───── DATA TO USE ─────

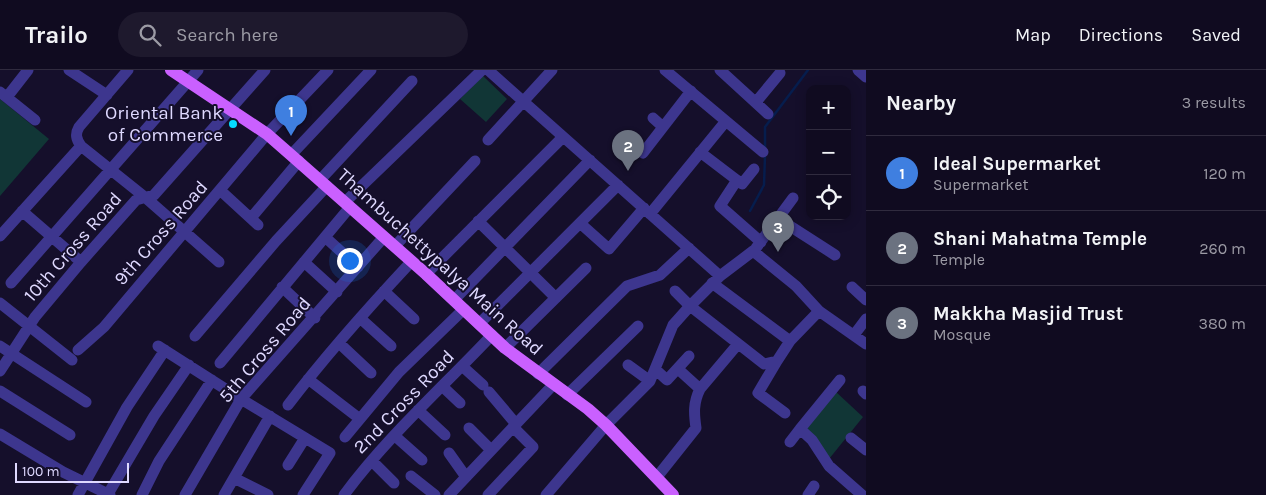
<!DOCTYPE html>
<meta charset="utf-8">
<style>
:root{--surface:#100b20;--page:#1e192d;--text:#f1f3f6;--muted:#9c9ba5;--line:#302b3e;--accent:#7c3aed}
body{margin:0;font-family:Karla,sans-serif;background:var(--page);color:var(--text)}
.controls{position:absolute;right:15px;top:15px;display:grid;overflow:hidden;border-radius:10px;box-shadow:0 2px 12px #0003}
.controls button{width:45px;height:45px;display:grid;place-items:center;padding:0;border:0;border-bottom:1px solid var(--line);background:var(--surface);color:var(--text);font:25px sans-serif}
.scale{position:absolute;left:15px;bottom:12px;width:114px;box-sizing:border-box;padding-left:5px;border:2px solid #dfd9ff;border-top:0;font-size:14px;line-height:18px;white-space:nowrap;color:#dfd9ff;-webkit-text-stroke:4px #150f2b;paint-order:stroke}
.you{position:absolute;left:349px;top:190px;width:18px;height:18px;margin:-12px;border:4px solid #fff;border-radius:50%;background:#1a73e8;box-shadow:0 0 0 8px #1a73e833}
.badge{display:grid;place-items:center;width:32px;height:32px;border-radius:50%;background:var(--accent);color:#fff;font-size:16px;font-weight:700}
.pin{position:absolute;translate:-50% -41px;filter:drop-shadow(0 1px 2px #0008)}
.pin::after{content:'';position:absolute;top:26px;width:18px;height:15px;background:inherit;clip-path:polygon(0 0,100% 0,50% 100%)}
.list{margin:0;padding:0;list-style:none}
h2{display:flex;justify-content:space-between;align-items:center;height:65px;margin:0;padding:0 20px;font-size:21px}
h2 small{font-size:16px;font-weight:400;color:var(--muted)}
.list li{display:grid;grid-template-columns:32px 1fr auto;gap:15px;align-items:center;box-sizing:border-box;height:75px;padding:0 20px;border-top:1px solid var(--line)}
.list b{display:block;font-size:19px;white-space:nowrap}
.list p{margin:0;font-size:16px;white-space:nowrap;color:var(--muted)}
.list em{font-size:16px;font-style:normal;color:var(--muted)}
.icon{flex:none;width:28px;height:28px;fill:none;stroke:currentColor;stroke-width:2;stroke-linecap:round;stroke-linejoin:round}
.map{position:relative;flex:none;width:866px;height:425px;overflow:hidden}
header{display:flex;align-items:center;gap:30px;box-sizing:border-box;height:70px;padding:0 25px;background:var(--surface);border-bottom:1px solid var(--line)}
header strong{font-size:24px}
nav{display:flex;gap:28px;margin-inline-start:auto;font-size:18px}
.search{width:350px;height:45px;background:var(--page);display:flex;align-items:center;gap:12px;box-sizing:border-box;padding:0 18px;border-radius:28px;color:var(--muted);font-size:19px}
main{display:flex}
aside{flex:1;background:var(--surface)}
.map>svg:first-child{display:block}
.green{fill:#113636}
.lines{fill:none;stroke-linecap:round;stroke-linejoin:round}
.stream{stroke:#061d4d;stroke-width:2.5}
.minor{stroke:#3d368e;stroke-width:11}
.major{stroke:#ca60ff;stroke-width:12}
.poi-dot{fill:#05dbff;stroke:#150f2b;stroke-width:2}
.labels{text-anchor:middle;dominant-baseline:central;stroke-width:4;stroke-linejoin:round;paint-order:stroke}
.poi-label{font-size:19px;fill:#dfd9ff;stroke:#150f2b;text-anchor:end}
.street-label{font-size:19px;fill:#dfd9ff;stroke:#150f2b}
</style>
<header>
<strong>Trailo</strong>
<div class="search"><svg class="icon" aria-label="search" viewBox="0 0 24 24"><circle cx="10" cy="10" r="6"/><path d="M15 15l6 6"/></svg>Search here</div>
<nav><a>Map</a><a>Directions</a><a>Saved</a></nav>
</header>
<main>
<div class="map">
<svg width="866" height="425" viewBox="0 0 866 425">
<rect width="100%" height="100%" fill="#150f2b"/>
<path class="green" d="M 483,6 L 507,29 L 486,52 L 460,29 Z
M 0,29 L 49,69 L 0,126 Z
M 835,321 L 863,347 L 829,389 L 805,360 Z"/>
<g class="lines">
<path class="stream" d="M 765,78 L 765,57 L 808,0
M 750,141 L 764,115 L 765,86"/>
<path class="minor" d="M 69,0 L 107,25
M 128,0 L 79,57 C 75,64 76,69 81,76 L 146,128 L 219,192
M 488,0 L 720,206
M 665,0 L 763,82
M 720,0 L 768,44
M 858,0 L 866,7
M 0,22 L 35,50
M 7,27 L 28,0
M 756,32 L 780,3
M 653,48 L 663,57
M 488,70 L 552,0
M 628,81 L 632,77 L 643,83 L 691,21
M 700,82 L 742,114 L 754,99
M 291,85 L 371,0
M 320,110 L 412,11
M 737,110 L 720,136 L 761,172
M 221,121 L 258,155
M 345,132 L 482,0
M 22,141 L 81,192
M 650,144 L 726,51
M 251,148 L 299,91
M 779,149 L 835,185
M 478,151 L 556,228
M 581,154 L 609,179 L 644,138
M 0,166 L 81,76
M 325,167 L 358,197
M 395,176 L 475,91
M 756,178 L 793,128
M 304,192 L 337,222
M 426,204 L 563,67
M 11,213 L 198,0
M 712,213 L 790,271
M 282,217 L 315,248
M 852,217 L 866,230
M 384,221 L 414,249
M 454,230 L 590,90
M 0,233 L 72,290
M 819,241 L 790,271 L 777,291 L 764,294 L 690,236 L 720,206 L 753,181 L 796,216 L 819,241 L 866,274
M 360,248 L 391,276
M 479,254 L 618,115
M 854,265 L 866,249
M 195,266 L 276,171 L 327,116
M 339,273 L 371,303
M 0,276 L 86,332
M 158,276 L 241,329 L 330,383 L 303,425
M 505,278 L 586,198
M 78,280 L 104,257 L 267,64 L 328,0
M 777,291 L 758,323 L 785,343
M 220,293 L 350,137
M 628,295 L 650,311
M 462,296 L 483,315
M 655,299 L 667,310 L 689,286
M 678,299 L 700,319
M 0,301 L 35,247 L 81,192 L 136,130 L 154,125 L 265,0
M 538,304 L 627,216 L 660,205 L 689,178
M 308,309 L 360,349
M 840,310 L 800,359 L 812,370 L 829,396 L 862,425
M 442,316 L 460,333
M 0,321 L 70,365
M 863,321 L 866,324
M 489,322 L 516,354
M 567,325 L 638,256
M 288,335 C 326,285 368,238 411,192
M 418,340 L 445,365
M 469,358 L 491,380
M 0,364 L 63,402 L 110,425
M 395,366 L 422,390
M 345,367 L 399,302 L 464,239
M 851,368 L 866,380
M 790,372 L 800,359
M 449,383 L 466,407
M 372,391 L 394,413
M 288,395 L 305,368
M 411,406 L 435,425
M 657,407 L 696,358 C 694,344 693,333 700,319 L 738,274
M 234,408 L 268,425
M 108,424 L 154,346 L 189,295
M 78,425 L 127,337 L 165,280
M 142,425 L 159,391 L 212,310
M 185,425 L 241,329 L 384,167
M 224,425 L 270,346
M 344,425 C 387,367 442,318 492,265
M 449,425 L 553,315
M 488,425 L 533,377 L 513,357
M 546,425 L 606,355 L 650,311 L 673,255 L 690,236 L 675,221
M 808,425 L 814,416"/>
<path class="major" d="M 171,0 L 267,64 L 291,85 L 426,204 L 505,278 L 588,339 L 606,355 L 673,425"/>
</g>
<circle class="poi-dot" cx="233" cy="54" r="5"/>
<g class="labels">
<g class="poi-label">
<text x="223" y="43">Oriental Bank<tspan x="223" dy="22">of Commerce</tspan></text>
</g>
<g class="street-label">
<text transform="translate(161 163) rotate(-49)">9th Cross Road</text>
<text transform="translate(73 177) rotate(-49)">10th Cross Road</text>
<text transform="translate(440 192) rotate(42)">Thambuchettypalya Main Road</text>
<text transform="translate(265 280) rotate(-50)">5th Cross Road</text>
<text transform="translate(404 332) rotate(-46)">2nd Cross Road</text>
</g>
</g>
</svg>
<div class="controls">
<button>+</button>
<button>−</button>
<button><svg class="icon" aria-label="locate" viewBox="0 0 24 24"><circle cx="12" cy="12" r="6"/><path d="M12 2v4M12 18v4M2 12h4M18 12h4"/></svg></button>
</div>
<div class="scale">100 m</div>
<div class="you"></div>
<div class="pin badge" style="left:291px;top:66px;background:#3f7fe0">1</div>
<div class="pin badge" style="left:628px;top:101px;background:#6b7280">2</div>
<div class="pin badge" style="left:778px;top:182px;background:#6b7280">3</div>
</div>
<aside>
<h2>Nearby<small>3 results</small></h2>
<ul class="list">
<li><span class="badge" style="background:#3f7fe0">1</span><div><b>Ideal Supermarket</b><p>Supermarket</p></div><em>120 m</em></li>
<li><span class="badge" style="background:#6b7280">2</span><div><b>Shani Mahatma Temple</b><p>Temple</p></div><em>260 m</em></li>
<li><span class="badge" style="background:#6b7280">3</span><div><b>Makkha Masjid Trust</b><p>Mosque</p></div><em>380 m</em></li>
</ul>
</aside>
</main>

─────
───── DATA TO USE ─────

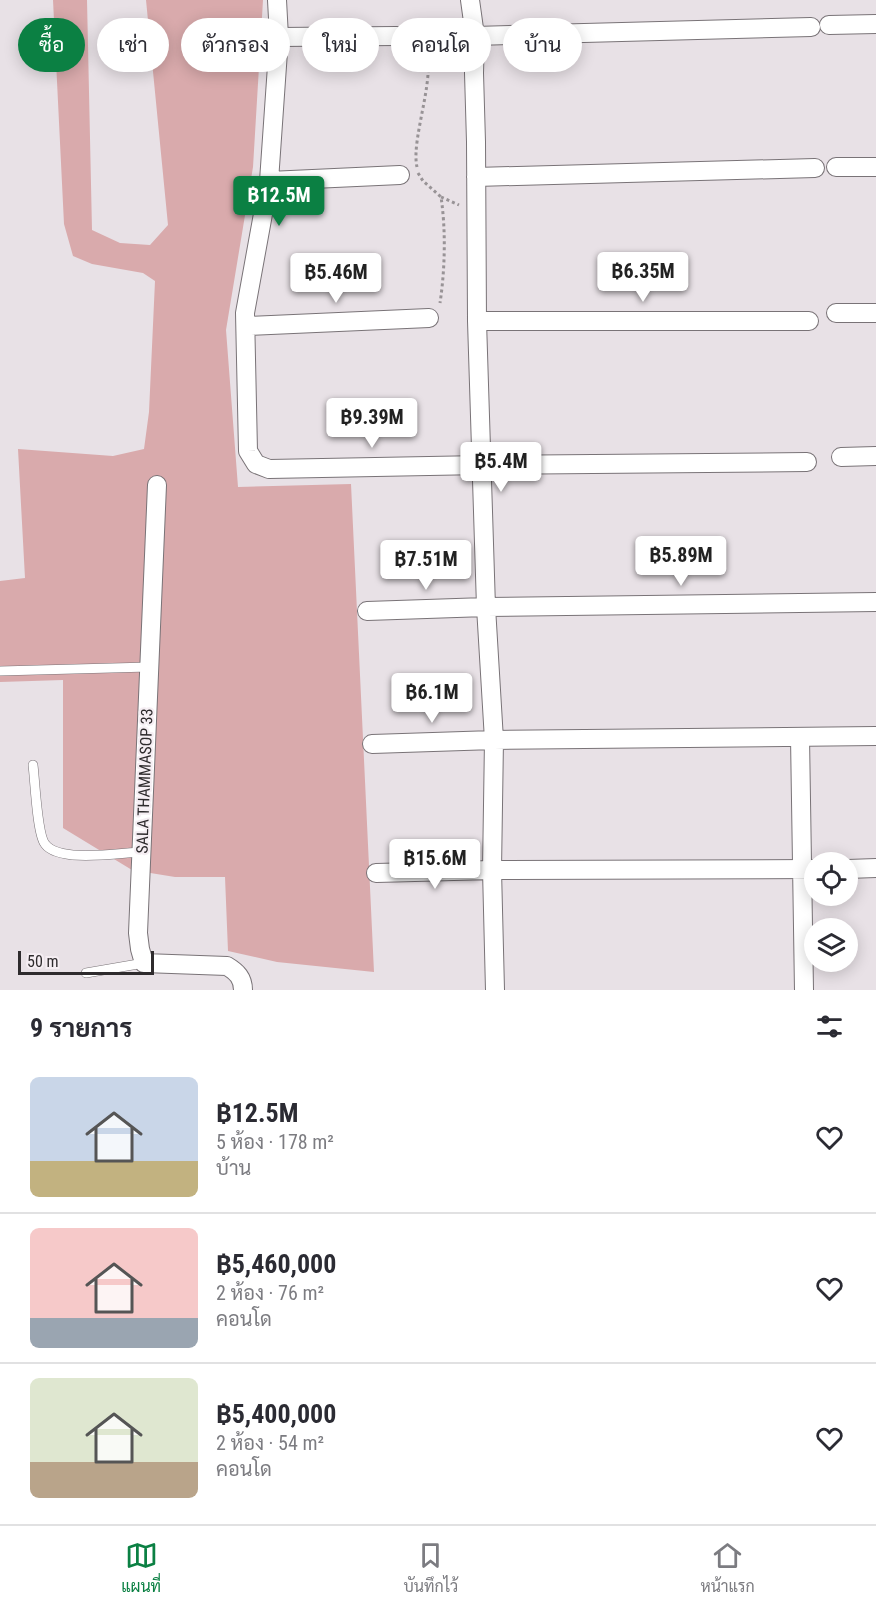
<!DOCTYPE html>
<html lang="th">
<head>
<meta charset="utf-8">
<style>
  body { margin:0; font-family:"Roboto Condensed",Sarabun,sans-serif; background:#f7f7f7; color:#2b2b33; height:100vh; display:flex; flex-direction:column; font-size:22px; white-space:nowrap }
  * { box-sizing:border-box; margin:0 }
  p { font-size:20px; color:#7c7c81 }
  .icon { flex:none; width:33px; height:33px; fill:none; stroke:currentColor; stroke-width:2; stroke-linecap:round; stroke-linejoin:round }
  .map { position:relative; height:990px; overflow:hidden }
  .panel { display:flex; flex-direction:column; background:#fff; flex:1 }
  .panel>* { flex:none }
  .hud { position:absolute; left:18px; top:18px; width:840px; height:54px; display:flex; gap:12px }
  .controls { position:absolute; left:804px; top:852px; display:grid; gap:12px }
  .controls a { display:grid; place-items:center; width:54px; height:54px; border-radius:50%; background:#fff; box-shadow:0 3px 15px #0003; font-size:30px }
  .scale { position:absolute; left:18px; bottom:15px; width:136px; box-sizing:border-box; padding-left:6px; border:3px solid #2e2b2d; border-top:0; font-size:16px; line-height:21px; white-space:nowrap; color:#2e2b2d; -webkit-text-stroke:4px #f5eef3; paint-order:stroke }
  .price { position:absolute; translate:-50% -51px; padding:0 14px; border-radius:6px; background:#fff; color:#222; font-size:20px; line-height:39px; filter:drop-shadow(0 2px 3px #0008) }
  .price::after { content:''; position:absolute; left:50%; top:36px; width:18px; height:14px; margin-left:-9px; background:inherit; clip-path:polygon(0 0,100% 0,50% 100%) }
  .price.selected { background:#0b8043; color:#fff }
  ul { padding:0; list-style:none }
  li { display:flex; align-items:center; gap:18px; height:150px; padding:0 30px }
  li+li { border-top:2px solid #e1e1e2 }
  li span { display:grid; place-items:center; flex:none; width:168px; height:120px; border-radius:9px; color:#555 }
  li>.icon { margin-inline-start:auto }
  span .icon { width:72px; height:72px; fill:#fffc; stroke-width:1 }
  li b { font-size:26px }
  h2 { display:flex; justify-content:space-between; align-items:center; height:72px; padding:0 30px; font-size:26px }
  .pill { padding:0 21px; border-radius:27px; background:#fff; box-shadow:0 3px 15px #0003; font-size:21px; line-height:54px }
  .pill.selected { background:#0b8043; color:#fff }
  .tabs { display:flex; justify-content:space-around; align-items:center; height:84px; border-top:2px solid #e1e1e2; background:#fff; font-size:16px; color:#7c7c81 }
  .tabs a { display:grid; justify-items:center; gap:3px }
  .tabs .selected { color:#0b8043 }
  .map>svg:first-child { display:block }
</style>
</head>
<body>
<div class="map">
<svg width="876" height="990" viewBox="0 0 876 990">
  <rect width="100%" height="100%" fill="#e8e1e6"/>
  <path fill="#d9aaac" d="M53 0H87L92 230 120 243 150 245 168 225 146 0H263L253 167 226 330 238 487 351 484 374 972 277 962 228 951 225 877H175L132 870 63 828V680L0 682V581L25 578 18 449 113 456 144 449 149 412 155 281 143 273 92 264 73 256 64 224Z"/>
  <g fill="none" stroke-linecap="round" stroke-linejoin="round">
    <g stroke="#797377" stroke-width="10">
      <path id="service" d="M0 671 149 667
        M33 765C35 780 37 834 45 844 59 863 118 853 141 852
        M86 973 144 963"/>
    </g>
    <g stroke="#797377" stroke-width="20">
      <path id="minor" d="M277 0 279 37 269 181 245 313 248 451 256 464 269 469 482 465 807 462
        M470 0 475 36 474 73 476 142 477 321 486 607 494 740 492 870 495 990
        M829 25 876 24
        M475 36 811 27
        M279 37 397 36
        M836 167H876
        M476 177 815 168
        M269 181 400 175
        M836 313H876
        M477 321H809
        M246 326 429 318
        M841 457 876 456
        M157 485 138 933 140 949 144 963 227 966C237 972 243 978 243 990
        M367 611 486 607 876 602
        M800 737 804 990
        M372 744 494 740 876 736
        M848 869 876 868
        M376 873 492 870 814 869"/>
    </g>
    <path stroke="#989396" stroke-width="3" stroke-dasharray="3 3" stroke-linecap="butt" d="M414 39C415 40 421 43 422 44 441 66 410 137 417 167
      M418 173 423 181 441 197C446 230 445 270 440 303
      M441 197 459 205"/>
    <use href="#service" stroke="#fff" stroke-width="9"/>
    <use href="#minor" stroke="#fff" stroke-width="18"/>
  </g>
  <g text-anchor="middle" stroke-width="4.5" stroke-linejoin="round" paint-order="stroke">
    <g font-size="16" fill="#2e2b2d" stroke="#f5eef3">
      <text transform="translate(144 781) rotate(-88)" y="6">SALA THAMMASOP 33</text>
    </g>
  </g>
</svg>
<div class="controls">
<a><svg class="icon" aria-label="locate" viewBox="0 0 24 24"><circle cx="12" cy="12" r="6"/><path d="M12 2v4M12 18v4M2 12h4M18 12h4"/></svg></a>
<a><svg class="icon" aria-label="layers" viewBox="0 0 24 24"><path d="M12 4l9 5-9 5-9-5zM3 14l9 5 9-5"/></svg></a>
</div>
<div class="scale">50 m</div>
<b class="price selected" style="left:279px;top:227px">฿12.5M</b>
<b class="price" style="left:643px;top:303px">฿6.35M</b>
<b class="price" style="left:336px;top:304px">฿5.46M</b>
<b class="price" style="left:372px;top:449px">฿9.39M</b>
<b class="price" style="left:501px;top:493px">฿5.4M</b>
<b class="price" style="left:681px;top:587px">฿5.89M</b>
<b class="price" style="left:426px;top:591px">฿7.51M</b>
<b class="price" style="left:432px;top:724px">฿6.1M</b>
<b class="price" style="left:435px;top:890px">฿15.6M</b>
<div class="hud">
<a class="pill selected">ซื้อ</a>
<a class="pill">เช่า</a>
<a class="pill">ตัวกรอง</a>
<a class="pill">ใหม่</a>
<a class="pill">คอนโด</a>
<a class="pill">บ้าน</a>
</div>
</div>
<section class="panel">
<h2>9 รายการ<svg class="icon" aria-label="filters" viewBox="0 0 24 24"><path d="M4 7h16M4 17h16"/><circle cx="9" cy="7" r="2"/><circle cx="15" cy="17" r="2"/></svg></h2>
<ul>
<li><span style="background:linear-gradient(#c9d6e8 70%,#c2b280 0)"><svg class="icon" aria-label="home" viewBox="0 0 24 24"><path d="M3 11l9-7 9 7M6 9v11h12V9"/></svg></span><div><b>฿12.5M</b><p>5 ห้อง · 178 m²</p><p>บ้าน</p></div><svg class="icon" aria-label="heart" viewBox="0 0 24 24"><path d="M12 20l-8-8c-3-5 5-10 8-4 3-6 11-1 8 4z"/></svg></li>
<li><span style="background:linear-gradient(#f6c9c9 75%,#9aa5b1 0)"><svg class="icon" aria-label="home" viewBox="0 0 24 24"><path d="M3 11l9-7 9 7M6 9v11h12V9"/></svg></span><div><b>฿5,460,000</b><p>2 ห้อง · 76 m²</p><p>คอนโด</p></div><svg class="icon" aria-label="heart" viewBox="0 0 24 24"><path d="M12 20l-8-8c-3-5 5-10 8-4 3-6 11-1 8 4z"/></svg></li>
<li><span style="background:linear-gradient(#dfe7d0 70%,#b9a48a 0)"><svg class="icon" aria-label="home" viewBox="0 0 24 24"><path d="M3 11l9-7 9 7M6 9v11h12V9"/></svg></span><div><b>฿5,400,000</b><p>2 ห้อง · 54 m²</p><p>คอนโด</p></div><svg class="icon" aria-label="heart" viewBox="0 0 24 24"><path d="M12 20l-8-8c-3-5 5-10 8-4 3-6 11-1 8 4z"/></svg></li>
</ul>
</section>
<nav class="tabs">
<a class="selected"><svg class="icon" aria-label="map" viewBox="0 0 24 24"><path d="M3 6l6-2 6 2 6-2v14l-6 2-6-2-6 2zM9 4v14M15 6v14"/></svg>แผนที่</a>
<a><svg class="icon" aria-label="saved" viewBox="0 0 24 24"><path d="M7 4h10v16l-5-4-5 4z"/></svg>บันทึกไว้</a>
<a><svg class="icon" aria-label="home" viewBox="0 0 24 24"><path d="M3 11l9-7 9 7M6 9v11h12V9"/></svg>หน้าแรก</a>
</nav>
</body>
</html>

─────

▸ ABOUT THIS EXERCISE
Every line above from the line with "display:flex; align-items:center; gap:18px;" to the line with "width:72px; height:72px; fill:#fffc;", both included, must be reproduced exactly, and no other line may appear.

▸ RESULT FOR THIS EXERCISE
  li { display:flex; align-items:center; gap:18px; height:150px; padding:0 30px }
  li+li { border-top:2px solid #e1e1e2 }
  li span { display:grid; place-items:center; flex:none; width:168px; height:120px; border-radius:9px; color:#555 }
  li>.icon { margin-inline-start:auto }
  span .icon { width:72px; height:72px; fill:#fffc; stroke-width:1 }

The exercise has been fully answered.